An exact reproduction of the lines from the one with "Task: Read the" to the end of the data below is required. No other lines may be included.

Start of Block

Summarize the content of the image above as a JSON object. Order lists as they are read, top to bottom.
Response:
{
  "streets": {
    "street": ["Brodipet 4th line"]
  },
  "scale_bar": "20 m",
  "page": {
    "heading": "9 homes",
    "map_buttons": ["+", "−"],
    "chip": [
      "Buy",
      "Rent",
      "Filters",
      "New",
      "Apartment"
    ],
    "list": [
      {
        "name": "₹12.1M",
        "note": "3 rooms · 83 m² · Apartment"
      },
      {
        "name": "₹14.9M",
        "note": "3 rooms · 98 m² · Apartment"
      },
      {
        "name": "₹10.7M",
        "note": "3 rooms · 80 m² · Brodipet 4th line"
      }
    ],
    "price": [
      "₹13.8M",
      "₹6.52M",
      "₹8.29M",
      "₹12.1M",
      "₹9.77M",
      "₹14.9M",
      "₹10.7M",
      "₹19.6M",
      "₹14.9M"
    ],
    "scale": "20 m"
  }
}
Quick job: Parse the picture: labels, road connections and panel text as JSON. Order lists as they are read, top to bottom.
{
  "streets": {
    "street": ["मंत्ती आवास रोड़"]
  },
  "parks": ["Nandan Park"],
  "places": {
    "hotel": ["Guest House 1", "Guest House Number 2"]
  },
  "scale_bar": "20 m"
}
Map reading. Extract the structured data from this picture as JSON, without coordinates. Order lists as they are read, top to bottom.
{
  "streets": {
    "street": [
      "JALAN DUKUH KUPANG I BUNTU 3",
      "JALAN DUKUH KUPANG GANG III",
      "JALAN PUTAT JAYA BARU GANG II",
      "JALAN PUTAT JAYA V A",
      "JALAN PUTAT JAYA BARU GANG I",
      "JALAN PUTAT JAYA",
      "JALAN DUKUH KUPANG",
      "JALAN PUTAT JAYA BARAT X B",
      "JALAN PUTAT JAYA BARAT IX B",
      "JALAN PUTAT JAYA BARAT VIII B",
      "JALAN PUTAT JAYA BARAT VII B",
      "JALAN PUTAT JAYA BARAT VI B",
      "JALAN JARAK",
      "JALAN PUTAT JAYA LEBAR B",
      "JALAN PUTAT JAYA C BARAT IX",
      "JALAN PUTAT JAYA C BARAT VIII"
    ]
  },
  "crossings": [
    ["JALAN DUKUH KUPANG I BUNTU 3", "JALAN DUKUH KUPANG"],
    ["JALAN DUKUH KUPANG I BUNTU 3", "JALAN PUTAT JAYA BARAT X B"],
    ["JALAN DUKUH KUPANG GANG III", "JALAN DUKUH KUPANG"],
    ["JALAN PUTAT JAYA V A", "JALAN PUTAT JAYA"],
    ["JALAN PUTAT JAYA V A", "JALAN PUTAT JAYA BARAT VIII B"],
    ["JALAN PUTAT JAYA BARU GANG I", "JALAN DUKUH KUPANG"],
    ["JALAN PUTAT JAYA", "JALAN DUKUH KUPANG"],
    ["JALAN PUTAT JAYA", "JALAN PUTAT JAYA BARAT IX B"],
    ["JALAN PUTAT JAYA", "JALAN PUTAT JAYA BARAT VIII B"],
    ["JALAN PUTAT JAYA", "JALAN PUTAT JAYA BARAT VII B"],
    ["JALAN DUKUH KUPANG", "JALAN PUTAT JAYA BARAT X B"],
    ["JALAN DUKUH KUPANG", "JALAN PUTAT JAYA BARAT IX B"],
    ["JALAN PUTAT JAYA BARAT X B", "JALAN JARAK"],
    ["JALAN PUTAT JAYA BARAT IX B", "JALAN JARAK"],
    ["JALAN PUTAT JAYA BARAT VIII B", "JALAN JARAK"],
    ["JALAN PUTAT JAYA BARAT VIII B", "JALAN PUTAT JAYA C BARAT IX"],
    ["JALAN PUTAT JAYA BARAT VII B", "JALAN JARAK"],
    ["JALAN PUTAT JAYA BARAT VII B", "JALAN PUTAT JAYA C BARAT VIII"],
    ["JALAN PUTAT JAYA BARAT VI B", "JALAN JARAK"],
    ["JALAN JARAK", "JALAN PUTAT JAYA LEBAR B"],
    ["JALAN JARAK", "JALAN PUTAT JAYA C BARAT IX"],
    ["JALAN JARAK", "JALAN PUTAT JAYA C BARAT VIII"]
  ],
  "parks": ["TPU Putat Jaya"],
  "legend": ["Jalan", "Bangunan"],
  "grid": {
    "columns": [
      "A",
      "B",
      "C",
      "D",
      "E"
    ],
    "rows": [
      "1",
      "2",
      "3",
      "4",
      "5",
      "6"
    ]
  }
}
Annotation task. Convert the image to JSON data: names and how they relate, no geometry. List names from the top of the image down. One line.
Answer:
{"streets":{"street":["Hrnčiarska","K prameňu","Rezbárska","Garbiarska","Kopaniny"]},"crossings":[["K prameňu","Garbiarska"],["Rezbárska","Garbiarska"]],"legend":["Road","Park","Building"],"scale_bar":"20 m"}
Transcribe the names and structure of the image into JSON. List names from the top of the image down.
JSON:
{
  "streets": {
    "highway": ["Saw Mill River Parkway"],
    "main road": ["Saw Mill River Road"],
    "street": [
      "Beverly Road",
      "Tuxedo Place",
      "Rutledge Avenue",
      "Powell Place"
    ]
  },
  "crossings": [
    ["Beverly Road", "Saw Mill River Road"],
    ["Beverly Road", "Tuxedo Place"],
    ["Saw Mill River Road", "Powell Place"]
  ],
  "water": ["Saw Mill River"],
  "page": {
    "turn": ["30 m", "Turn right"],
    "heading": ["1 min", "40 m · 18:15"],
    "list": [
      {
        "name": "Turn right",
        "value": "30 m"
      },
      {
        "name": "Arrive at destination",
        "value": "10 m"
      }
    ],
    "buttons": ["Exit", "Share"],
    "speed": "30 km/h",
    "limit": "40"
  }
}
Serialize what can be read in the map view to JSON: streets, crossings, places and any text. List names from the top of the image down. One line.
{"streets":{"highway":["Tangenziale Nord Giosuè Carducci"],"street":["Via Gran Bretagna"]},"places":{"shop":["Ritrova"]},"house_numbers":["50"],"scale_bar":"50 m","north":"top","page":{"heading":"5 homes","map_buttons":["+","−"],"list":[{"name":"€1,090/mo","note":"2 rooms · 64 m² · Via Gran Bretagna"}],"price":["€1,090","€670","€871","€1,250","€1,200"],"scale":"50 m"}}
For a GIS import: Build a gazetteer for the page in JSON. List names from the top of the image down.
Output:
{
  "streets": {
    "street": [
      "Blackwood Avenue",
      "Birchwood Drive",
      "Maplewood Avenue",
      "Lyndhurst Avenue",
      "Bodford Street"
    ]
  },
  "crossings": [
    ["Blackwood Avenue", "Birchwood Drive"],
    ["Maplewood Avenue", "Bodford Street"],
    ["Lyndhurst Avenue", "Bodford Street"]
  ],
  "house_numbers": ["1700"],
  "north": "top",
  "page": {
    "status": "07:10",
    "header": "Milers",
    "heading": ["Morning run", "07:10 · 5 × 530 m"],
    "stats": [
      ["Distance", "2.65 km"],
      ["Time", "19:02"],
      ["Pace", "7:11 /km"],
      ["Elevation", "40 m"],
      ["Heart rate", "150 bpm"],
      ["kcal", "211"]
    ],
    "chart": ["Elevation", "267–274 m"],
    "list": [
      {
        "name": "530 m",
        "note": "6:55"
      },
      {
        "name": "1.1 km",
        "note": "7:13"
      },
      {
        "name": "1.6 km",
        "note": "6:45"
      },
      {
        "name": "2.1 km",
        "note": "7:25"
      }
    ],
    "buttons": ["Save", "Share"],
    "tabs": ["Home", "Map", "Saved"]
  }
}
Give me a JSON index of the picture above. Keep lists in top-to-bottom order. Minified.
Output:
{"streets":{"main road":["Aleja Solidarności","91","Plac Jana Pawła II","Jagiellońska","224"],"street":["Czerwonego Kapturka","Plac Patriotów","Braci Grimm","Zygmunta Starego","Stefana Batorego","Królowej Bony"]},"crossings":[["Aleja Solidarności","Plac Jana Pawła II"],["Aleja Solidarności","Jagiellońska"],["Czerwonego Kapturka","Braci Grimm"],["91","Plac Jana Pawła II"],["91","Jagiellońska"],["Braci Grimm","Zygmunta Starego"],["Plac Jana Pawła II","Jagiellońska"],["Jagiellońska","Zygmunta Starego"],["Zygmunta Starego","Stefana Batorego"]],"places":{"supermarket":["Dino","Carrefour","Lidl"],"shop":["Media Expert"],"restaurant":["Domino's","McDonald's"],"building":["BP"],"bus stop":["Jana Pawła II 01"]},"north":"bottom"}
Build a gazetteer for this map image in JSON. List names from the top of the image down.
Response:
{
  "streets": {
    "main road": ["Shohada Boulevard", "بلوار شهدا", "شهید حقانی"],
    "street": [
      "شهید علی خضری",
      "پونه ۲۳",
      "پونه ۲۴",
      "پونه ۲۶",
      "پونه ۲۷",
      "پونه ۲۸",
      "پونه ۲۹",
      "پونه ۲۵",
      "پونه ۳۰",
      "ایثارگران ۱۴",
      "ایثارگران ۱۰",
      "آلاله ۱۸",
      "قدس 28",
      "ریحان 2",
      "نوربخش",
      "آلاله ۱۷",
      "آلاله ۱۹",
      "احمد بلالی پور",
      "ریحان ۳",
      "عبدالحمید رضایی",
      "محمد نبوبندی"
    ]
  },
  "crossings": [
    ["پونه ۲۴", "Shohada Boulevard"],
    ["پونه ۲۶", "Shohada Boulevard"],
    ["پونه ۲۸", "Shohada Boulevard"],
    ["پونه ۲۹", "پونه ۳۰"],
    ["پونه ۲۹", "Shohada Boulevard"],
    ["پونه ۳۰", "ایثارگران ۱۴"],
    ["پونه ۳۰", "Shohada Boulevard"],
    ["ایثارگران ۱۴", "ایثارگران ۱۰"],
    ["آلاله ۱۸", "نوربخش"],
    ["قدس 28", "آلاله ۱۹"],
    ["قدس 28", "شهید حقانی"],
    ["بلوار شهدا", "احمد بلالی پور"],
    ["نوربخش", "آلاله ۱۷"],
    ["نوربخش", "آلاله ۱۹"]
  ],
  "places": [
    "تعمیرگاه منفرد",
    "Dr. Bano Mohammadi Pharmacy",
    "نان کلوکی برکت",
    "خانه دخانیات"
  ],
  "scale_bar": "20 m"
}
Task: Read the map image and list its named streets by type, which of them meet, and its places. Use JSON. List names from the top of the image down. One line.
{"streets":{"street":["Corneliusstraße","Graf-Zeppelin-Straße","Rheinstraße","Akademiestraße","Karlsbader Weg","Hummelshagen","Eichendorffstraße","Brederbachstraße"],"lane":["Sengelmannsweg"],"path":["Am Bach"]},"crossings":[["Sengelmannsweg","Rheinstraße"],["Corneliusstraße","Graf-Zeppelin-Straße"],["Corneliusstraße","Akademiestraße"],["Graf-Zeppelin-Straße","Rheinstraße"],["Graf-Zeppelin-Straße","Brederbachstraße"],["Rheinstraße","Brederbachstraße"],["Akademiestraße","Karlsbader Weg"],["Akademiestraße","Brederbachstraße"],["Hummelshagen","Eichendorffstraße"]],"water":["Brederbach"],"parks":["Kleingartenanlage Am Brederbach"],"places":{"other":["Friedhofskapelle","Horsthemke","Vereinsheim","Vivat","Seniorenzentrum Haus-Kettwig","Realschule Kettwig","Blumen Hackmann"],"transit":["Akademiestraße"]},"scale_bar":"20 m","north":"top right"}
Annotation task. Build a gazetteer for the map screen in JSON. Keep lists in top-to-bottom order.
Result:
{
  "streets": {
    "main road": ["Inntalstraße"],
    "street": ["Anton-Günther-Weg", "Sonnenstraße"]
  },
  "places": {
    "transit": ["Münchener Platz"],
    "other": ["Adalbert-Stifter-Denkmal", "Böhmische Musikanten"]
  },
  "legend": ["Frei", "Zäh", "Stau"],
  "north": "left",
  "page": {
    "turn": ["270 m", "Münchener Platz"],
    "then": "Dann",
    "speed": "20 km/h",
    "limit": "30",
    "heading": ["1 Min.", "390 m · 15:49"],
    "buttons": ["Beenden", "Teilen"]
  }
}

End of Block

_ANSWER SPACE_.
Task: Read the map image and list its named streets by type, which of them meet, and its places. Use JSON. List names from the top of the image down. One line.
{"streets":{"street":["Corneliusstraße","Graf-Zeppelin-Straße","Rheinstraße","Akademiestraße","Karlsbader Weg","Hummelshagen","Eichendorffstraße","Brederbachstraße"],"lane":["Sengelmannsweg"],"path":["Am Bach"]},"crossings":[["Sengelmannsweg","Rheinstraße"],["Corneliusstraße","Graf-Zeppelin-Straße"],["Corneliusstraße","Akademiestraße"],["Graf-Zeppelin-Straße","Rheinstraße"],["Graf-Zeppelin-Straße","Brederbachstraße"],["Rheinstraße","Brederbachstraße"],["Akademiestraße","Karlsbader Weg"],["Akademiestraße","Brederbachstraße"],["Hummelshagen","Eichendorffstraße"]],"water":["Brederbach"],"parks":["Kleingartenanlage Am Brederbach"],"places":{"other":["Friedhofskapelle","Horsthemke","Vereinsheim","Vivat","Seniorenzentrum Haus-Kettwig","Realschule Kettwig","Blumen Hackmann"],"transit":["Akademiestraße"]},"scale_bar":"20 m","north":"top right"}
Annotation task. Build a gazetteer for the map screen in JSON. Keep lists in top-to-bottom order.
Result:
{
  "streets": {
    "main road": ["Inntalstraße"],
    "street": ["Anton-Günther-Weg", "Sonnenstraße"]
  },
  "places": {
    "transit": ["Münchener Platz"],
    "other": ["Adalbert-Stifter-Denkmal", "Böhmische Musikanten"]
  },
  "legend": ["Frei", "Zäh", "Stau"],
  "north": "left",
  "page": {
    "turn": ["270 m", "Münchener Platz"],
    "then": "Dann",
    "speed": "20 km/h",
    "limit": "30",
    "heading": ["1 Min.", "390 m · 15:49"],
    "buttons": ["Beenden", "Teilen"]
  }
}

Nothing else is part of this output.